Issues with NCache cluster cache running on a single cluster, after the other instance goes offline

258 Views Asked by At

We have a replicated cluster cache setup with two instances, everything runs well when both instances are on-line, and we are using Community Edition 4.8.

When we take an instance offline, cache management becomes very slow and even stopping and starting the cache from NCache Manager GUI takes a very long time and then shows a message stating that there is an instance that is un-reachable.

Also when trying to fetch data from cache or add data to it, it gives an exception of operation timeout, and there is no response from the single instance that is still running.

From what I understand, this scenario should be handled by the cache service it-self since it is replicated, and it should handle failure for an instance going offline.

Thank you,

1

There are 1 best solutions below

0
Shoeb Lodhi On

I would like to explain the cause of slowness on your application when one of the server node gets removed from the cache cluster.
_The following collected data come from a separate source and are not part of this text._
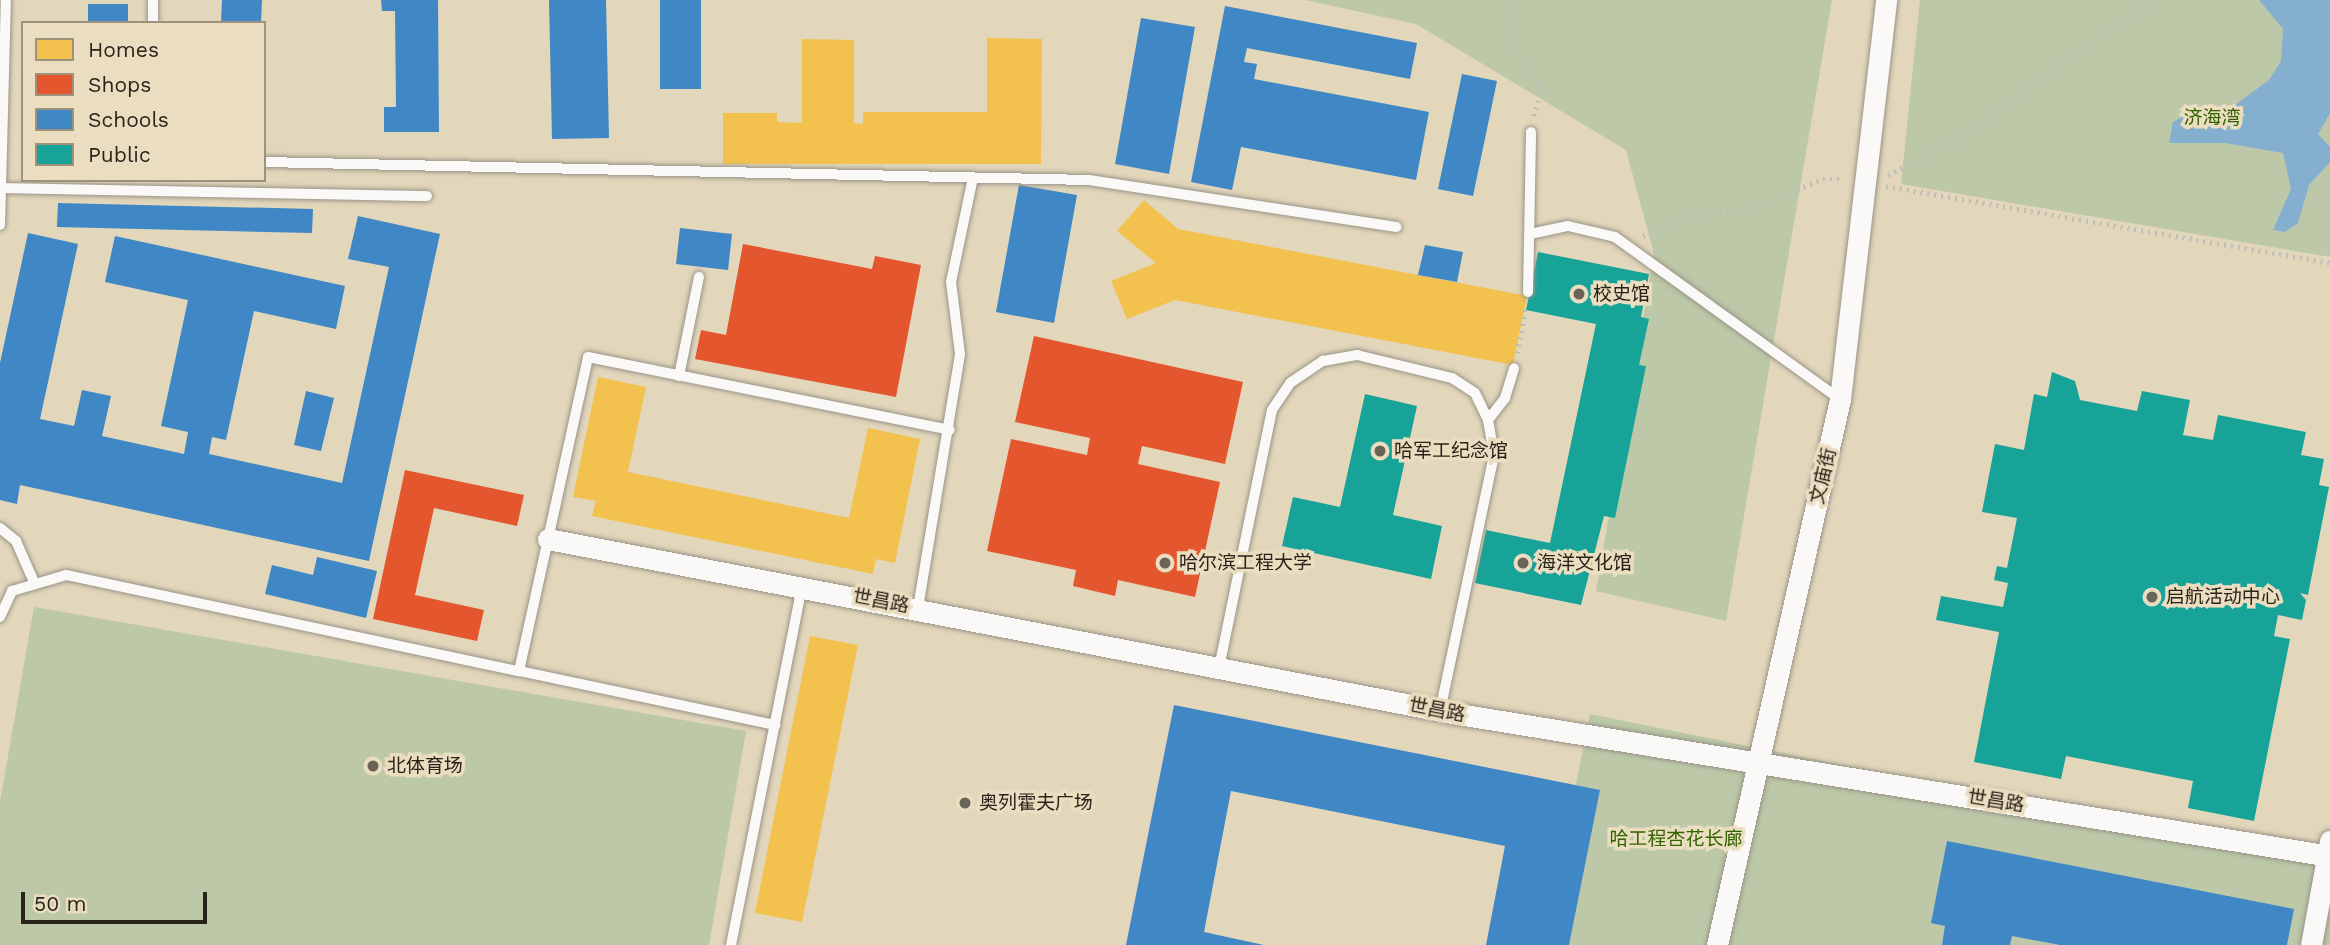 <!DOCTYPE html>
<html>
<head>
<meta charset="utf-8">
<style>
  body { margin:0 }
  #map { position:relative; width:2330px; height:945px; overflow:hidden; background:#e1daca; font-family:"Work Sans","Noto Sans SC",sans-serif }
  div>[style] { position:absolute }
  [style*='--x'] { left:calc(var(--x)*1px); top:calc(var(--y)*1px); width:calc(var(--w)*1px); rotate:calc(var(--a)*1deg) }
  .built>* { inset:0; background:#e2d6bb }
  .green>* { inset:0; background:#bcc8a8 }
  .water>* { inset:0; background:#85afce }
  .homes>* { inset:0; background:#f2c14e }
  .shops>* { inset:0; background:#e4572e }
  .schools>* { inset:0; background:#3f88c5 }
  .public>* { inset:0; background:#17a398 }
  .path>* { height:4.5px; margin-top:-2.25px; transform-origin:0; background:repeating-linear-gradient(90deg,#c0beb8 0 2px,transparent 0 7px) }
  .roads { filter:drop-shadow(0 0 2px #999487) drop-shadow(0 0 2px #999487) }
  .lane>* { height:10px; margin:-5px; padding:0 5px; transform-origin:5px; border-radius:5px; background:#faf9f7 }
  .street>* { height:21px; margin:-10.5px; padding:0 10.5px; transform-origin:10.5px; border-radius:10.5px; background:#faf9f7 }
  .dots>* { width:19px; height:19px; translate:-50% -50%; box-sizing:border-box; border:4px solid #ebddc0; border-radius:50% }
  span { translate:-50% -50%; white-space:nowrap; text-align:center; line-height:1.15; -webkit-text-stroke:7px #ebddc0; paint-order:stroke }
  .park-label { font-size:19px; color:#326300 }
  .poi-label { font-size:19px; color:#292419 }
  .left { translate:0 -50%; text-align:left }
  .street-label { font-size:19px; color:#292419 }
  .legend { position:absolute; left:21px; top:21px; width:245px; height:161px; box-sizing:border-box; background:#ebddc0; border:2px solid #9d937d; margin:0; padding:9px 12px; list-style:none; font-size:21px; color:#292419 }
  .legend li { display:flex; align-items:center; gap:14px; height:35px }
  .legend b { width:35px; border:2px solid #9d937d }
  .scale { position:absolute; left:21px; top:892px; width:186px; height:32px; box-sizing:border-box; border:4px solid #292419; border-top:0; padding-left:9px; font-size:21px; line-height:24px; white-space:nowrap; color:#292419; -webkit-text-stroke:5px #ebddc0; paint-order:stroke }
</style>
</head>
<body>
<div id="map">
  <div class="built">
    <i style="clip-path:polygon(evenodd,0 0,2330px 0,2330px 945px,0 945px,0 0,23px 23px,264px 23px,264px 180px,23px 180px,23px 23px)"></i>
  </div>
  <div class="green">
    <i style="clip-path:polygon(1305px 0,1832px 0,1726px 621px,1596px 591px,1654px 254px,1626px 150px,1416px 24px)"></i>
    <i style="clip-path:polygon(1920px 0,2330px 0,2330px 257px,1901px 184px)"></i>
    <i style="clip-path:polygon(34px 607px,746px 731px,709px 945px,0 945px,0 802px)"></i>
    <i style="clip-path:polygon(1590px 714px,2330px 864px,2330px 945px,1544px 945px)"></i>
  </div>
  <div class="water">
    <i style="clip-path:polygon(2259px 0,2330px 0,2330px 113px,2318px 134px,2330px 147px,2330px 162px,2309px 185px,2298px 223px,2285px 232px,2273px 230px,2291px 189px,2283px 153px,2225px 143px,2169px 143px,2173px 122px,2196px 110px,2235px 105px,2269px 80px,2281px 61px,2283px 29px)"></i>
  </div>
  <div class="homes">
    <i style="clip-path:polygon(987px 38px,1042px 39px,1041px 164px,723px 164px,723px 113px,777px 113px,777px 122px,802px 123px,802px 39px,854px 40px,854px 123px,863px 124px,863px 112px,987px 112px)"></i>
    <i style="clip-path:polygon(1144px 200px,1178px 229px,1527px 296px,1513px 365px,1175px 300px,1127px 319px,1111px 281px,1156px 263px,1117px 231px)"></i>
    <i style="clip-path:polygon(598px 377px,646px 387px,628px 472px,849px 518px,868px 428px,920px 439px,895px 563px,876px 559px,873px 574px,592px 516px,596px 501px,573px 497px)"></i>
    <i style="clip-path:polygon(810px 636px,858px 645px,802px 922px,755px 913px)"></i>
  </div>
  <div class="shops">
    <i style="clip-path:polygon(743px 244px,872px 269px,875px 256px,921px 265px,896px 397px,695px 359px,701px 330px,726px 335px)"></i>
    <i style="clip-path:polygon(1034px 336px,1243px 382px,1225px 464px,1142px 446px,1138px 464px,1220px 482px,1195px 597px,1118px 580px,1115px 596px,1073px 586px,1076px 570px,987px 551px,1011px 439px,1087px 455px,1090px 438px,1015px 422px)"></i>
    <i style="clip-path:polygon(405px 470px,524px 495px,517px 526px,434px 508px,415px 595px,484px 610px,477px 641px,373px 619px)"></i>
  </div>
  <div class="schools">
    <i style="clip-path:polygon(222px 0,262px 0,261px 23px,221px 23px)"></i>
    <i style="clip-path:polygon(381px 0,438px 0,439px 132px,384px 132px,384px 107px,396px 107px,395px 11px,382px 11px)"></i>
    <i style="clip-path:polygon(549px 0,606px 0,609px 138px,552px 139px)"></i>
    <i style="clip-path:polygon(660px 0,701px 0,701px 89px,660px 89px)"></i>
    <i style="clip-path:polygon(88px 4px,128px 4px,128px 23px,88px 23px)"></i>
    <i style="clip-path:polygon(1225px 6px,1417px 43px,1410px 79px,1247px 48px,1244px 62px,1257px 64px,1254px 79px,1429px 112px,1416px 180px,1241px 147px,1232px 190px,1191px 182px)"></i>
    <i style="clip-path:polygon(1141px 18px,1195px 27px,1169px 174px,1115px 164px)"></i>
    <i style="clip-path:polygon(1462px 74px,1497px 81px,1473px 196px,1438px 189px)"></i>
    <i style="clip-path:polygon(1019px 185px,1077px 195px,1054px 323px,996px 312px)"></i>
    <i style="clip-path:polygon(58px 203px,313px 209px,312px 233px,57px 227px)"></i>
    <i style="clip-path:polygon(358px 216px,440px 234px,369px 561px,20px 485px,17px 504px,0 500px,0 363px,28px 233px,78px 244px,40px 419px,74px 426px,82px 390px,111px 396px,102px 436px,184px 454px,188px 432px,161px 426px,188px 300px,105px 282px,115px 236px,345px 286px,336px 329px,254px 311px,226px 440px,212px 437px,209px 454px,342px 483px,389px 267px,348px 259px)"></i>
    <i style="clip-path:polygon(680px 228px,732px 234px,728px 270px,676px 264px)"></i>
    <i style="clip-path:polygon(1425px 245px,1463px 252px,1457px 282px,1418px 275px)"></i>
    <i style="clip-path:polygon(306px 391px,334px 398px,321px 451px,294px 445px)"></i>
    <i style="clip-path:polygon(317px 557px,377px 571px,366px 618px,265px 594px,272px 565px,313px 575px)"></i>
    <i style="clip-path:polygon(1174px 705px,1600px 790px,1569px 945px,1486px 945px,1505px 846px,1231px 791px,1204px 932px,1264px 945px,1126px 945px)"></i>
    <i style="clip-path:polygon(1947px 841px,2294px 909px,2287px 945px,2060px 945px,2012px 936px,2010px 945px,1942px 945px,1945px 926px,1931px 923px)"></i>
  </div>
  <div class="public">
    <i style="clip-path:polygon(1538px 252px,1649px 274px,1641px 317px,1649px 319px,1639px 365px,1646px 366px,1615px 518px,1604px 516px,1581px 605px,1475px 583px,1486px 530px,1550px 543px,1596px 324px,1526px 310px)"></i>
    <i style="clip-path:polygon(2052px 372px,2075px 381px,2080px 400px,2137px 411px,2142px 391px,2190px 400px,2183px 435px,2213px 440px,2218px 415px,2306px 432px,2301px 455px,2324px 459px,2319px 485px,2329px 487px,2308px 595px,2300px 593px,2306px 600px,2302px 620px,2278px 615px,2274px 636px,2290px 639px,2254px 821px,2188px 808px,2193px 781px,2066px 756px,2061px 779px,1974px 762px,1999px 632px,1936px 620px,1941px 596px,2003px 607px,2008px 583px,1994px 580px,1997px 566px,2007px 568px,2017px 518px,1982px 512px,1995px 444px,2024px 450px,2034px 394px,2047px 397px)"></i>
    <i style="clip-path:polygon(1365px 394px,1417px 406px,1393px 515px,1442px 526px,1431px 579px,1282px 546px,1293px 497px,1340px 507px)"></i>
  </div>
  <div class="path">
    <i style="--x:1509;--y:0;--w:41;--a:91.4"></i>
    <i style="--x:1508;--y:41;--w:57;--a:53.5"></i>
    <i style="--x:1542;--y:87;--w:31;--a:105"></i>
    <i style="--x:2134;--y:0;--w:10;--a:53"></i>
    <i style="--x:1888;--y:175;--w:74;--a:-26.6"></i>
    <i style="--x:1954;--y:142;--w:164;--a:-36.3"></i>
    <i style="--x:2086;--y:45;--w:85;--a:-32"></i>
    <i style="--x:1886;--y:186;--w:451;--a:9.8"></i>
    <i style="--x:1643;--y:236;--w:40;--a:-28"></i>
    <i style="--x:1678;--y:217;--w:74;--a:-6.2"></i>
    <i style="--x:1752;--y:209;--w:77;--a:-22.9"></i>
    <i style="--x:1823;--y:179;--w:20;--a:0"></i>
    <i style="--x:1517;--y:353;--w:48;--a:-79.2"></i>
  </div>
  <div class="roads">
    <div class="lane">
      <i style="--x:153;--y:0;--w:23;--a:90"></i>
      <i style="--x:264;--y:162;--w:825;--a:1.25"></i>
      <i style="--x:1089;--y:180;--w:311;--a:8.7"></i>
      <i style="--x:4;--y:188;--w:423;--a:1.1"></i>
      <i style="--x:0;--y:225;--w:225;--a:-88.5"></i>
      <i style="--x:1530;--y:234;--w:39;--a:-12"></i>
      <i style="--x:1568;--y:226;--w:48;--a:13.2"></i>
      <i style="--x:1615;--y:237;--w:277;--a:35.8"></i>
      <i style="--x:1528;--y:292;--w:160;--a:-88.9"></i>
      <i style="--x:679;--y:376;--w:101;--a:-78.6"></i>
      <i style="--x:1488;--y:420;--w:28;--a:-52"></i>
      <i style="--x:1505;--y:398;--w:31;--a:-73"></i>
      <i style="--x:0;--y:528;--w:21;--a:39"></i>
      <i style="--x:16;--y:541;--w:45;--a:66.3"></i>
      <i style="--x:918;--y:608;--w:257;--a:-80.6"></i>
      <i style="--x:960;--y:354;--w:73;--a:-97.1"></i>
      <i style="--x:951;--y:282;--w:106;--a:-78.1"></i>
      <i style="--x:0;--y:617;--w:29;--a:-65"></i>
      <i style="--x:12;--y:591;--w:56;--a:-16.5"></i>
      <i style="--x:66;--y:575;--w:463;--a:12"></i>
      <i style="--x:519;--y:671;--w:321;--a:-77.6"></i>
      <i style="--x:588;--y:357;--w:369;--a:11.4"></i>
      <i style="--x:1219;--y:668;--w:263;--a:-78.4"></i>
      <i style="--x:1272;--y:410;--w:32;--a:-56"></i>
      <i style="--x:1290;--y:383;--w:40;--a:-34"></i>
      <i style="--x:1323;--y:361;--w:35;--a:-10"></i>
      <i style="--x:1357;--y:355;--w:98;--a:13.6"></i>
      <i style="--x:1452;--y:378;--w:27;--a:33"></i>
      <i style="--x:1475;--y:393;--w:30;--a:64"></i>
      <i style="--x:1488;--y:420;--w:36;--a:80"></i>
      <i style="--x:1494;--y:455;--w:262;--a:101.9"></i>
      <i style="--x:519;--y:671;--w:262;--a:11.9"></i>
      <i style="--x:731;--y:945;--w:366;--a:-78.8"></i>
    </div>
    <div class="street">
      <i style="--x:548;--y:539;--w:921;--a:10.89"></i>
      <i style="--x:1452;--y:713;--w:890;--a:9.25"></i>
      <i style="--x:1717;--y:945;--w:560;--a:-77.3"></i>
      <i style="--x:1840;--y:399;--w:402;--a:-83.4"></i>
      <i style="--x:2311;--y:945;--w:106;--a:-79.6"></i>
    </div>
  </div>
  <div class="dots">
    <i style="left:1579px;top:294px;background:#696457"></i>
    <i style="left:1380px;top:451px;background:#696457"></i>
    <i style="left:1165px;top:563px;background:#696457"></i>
    <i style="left:1523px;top:563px;background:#696457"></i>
    <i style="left:2152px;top:597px;background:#696457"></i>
    <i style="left:373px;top:766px;background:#696457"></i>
    <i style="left:965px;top:803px;background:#696457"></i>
  </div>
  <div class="park-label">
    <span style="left:2212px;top:118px">济海湾</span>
    <span style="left:1676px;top:839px">哈工程杏花长廊</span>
  </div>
  <div class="poi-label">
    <span class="left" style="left:1593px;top:294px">校史馆</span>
    <span class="left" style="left:1394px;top:451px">哈军工纪念馆</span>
    <span class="left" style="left:1179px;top:563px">哈尔滨工程大学</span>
    <span class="left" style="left:1537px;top:563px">海洋文化馆</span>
    <span class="left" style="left:2166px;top:597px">启航活动中心</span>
    <span class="left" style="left:387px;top:766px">北体育场</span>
    <span class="left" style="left:979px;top:803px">奥列霍夫广场</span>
  </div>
  <div class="street-label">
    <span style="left:1823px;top:476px;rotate:-77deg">文庙街</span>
    <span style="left:881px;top:601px;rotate:11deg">世昌路</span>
    <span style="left:1437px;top:710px;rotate:11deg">世昌路</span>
    <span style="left:1996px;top:801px;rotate:9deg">世昌路</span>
  </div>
  <ul class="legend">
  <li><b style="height:19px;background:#f2c14e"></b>Homes</li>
  <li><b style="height:19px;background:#e4572e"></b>Shops</li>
  <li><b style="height:19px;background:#3f88c5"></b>Schools</li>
  <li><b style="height:19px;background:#17a398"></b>Public</li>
  </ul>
  <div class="scale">50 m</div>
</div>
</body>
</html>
What happens is whenever a node gets removed from the cache cluster, the surviving node/nodes go into recovery process and try to re-establish connection with that downed server node. By default this Connection retry value is set to “2” which means that the surviving nodes would try to reconnect with the downed node two times and after the reconnection has failed, the cache cluster would consider the downed server and offline and the cluster would start handling requests like before. This reconnection process can take up to 90 seconds as this is the default TCP/IP timeout interval and if the connection retry is set to “2” the recovery process could take up to around 200 seconds. Your application(Or NCache Manager calls) could experience slowness or request timeouts during this 2-3 minutes window when the cluster is in the recovery mode but once the recovery process is finished, the application should start working without any issues. If the slowness or request timeouts last more than a few minutes

The Connection retry value can be changed from the NCache “Config.ncconf” file. Increasing the number of connection retries would mean that the cluster would spend more time in the recovery process. The purpose of this feature is that if there is a network glitch in the environment and the server nodes lose connection with eachother, the servers would get reconnected automatically due to this recovery process. This is the reason why it is recommended to keep the Connection Retry interval set to at least 1.